My entire life has been a constant race from one accomplishment to the next. I blame the gold star system in elementary school. It gave me that hit of dopamine that could only be found in the next gold star. But as I grew older, the dopamine hit from success stopped feeling like anything. Accomplishments big and small stopped mattering altogether. I was still earning gold stars, because that is what I was expected to do, but my focus shifted to the things I was not accomplishing. The things left on my task list at the end of the day became the only thing that mattered and I ceased being able to see just how much I was actually doing in a day.

Does this sound familiar?

If I asked you what you accomplished today, could you tell me? Or would you forget all the large and small accomplishments of the day in lieu of lamenting what you didn’t get done?

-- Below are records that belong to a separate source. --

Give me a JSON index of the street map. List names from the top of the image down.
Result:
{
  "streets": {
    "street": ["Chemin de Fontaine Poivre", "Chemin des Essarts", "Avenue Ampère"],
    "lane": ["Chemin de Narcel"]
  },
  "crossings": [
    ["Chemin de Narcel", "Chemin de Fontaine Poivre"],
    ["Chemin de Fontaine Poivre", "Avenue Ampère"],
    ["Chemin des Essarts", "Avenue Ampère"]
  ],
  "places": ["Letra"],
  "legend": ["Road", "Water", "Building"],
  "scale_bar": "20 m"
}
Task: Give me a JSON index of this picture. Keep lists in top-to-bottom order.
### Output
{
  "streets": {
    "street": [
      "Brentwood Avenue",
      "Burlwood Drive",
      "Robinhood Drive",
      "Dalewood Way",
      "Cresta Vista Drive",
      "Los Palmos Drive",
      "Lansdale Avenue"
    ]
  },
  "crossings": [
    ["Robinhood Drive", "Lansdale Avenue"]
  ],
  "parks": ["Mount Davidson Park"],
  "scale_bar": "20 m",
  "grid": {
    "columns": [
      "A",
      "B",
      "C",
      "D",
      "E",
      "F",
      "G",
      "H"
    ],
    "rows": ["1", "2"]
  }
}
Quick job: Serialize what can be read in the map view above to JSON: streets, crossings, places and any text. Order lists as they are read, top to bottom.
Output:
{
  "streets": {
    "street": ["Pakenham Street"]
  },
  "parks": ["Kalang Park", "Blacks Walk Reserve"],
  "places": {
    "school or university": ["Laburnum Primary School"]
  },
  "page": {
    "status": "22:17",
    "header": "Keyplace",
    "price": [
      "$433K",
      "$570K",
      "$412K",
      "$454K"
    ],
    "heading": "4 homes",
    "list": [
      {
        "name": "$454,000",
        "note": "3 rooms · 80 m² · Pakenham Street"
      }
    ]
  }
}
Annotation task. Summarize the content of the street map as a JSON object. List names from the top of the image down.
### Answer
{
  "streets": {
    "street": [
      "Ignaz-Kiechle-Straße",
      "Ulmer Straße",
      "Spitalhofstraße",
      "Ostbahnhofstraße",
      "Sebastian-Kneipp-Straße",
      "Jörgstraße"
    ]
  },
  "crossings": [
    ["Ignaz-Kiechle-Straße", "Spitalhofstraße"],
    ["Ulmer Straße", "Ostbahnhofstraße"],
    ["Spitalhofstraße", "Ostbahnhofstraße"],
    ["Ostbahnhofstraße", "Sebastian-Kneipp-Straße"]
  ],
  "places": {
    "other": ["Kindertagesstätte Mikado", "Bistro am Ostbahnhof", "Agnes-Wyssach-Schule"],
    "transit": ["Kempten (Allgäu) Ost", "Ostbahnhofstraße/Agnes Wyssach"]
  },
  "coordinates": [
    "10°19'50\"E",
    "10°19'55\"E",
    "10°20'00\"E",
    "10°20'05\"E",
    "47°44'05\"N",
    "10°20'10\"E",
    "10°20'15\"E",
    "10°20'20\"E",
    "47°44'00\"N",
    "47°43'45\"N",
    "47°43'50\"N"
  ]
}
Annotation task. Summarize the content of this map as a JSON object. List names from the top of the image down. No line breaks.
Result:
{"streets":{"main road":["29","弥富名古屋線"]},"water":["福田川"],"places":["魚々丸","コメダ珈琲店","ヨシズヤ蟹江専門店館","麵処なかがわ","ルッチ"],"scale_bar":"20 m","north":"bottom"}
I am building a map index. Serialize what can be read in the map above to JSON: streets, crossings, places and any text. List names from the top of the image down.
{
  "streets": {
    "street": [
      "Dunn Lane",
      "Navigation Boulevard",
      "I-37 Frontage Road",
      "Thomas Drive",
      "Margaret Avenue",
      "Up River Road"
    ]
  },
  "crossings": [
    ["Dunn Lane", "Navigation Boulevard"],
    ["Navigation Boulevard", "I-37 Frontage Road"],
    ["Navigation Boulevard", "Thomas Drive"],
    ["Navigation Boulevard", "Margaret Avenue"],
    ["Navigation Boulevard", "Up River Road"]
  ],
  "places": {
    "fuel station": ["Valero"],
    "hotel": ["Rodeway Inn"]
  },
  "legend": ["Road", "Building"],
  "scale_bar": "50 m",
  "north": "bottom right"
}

If this is you, then you have what I like to call, “Accomplishment Amnesia.” It doesn’t mean you haven’t had success during the day. It means you have become tone deaf to your successes or even just the things you completed and get to cross off your task list. I have been there and it is still a struggle to take a breath, take a break, and celebrate the things I have done at the end of the day.

The practice of celebrating you is a form of self-care. Celebrate the little things. Yes, you may not have got the dishes done today, but I kept my entire family dressed, fed, and emotionally supported for today. So I am going to make a little note on the things I didn’t get done, I will move them to tomorrow, and I will take a few minutes to celebrate another successful day.

Celebrate the big things! If you get a degree, celebrate. Buy cupcakes! Buy a celebratory pair of shoes, whatever floats your boat. Just take a pause and tell yourself you did good.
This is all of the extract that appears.